February 21, 2025 · View on GitHub

The signals folder contains scripts and resources for implementing rule-based and model-based filters for dataset curation, as described in the Big-Math paper. These filtering techniques are critical for ensuring the quality, diversity, and relevance of the dataset for reinforcement learning.

📂 Contents

Rule-based filters

add_empty_boxed_signal.py (only useful for extracting answers from full solutions (e.g. from NuminaMath))
add_hyperlink_signal.py
add_language_signal.py
add_multipartq_signal.py
add_multiple_choice_signal.py
add_proof_signal.py
add_true_false_signal.py
add_yes_no_signal.py

Deduplication

add_semdedup_signal.py

Model-based signals

model_based_signals.py

Solve rate

rollouts_based_signals/example_solve_rate_script.sh

🚀 Getting Started

Prerequisites

Python3.10+
Install dependencies:

pip install -r requirements.txt

🛠 Usage

Rule-based signals

Rule-based signals are written in separate files, but share the same use pattern. Each signal requires only a single input variable, dataset_path. The script will automatically update the source dataset with a new column.

This is a simple example that will detect whether the problem or solution columns have a hyperlink, adding 2 new columns, has_hyperlink_problem and has_hyperlink_solution:

DATASET_PATH=<your HF dataset path here>
python3 add_hyperlink_signal.py --dataset_path ${DATASET_PATH}

Deduplication

We use SemDeDup to mark duplicated problems. Just like the rule-based signals, this requires only a single input variable, dataset_path. The script, by default, uses a similarity threshold of 0.5, but that can easily be adjusted by adding/removing values from the EPSILONS variable.
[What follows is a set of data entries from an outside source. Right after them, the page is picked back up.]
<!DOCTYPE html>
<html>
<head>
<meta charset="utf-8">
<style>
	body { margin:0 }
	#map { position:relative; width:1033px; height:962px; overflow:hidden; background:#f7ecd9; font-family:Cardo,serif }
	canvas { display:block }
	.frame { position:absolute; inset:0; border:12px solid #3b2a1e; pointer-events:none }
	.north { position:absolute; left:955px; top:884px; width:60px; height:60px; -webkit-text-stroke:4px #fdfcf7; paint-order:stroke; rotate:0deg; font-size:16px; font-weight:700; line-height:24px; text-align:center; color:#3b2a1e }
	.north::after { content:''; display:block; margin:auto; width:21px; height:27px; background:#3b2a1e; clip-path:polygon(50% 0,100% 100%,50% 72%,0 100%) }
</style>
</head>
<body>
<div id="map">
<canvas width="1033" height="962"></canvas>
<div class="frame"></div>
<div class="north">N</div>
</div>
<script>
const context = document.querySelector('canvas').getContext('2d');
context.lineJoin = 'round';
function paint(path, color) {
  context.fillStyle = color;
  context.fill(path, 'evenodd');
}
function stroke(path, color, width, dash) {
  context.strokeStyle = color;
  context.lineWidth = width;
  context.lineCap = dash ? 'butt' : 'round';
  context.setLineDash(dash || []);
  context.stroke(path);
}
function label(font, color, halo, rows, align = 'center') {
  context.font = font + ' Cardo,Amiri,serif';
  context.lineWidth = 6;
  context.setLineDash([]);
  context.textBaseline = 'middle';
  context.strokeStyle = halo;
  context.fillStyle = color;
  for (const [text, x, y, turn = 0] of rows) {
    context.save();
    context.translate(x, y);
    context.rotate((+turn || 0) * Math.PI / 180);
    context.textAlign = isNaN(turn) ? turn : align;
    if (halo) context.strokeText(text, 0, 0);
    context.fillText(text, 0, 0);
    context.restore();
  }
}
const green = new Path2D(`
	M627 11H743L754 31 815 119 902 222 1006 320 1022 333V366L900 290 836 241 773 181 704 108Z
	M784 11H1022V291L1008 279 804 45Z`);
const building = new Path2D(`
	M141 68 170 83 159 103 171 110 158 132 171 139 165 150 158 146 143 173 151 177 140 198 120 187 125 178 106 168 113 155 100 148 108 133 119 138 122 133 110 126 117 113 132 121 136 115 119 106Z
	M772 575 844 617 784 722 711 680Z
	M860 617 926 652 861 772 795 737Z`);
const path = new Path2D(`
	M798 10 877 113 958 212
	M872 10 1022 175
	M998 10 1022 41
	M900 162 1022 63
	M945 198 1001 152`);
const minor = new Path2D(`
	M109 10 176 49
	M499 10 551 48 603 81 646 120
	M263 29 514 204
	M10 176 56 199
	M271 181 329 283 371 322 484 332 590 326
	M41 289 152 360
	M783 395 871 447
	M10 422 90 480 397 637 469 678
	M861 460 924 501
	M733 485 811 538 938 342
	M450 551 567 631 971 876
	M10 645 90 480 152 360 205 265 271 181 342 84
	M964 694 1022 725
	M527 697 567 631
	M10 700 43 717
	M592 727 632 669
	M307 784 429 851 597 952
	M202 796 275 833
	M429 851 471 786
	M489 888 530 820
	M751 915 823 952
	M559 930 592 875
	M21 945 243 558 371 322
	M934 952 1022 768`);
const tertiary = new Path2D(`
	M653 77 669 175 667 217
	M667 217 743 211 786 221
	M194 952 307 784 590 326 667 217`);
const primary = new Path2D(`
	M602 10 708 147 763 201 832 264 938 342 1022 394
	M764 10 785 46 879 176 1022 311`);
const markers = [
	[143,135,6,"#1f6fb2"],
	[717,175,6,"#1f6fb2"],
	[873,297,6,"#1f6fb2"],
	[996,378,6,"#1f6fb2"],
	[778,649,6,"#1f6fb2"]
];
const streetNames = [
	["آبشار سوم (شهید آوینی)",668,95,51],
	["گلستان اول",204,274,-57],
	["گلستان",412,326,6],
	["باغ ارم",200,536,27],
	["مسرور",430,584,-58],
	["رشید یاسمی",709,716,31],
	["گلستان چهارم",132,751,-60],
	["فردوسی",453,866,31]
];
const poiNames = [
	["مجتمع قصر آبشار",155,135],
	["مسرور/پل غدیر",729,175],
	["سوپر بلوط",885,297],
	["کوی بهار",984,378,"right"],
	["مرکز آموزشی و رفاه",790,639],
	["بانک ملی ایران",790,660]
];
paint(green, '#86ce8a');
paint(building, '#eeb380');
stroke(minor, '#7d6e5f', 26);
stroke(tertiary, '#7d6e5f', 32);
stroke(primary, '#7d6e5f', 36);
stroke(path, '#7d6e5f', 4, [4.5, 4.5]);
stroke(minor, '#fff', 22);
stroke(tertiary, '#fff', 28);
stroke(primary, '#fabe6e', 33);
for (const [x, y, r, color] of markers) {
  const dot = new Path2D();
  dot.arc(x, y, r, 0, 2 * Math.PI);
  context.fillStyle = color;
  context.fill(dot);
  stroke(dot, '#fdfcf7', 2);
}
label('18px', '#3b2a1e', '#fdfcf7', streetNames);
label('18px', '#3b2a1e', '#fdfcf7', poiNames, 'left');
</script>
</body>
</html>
DATASET_PATH=<your HF dataset path here>
python3 add_semdedup_signal.py --dataset_path ${DATASET_PATH}

Model-based signals

The model-based signals are all included in a single file for efficiency when running multiple filters. Our scripts make use of SGLang for fast inference.

Model-based signals require a bit more specification than rule-based signals. Here, we need to specify:

model_name: The name of a local or HF model
output_model_name: The name of model you want to use in the signal's column name. For example, the below code uses --output_model_name "llama3-70b" and will add the multiple choice signal in a new column: "multiple_choice_llama3-70b"
dataset_name: A path to HF or local dataset
dataset_name_outputs: Optional - The path to save the updated dataset to. Will save to dataset_name when not specified
save_folder: Local directory to save intermediate outputs to
save_name: The name of the file to save intermediate outputs to
tp: tensor parallelism
Signal options: --multiple_choice, --proof, --yes_no, --true_false, --multiple_part

The below example runs all model-based signals using Llama-3.1-70B:

OUTPUT_DATASET_NAME=<your dataset name here>

python3 model_based_filters.py \
    --model_name "meta-llama/Meta-Llama-3.1-70B-Instruct"\
    --output_model_name "llama3-70b"\
    --dataset_name "SynthLabsAI/Big-Math-RL-Verified"\
    --dataset_name_outputs "${OUTPUT_DATASET_NAME}"\
    --save_folder "signal_outputs"\
    --save_name "model_based_signals"\
    --tp 8\
    --multiple_choice\
    --proof\
    --yes_no\
    --true_false\
    --multiple_part\
    > model_based_signal_outputs.txt 2>&1

Solve rate

See rollouts_based_signals/example_solve_rate_script.sh for example usage.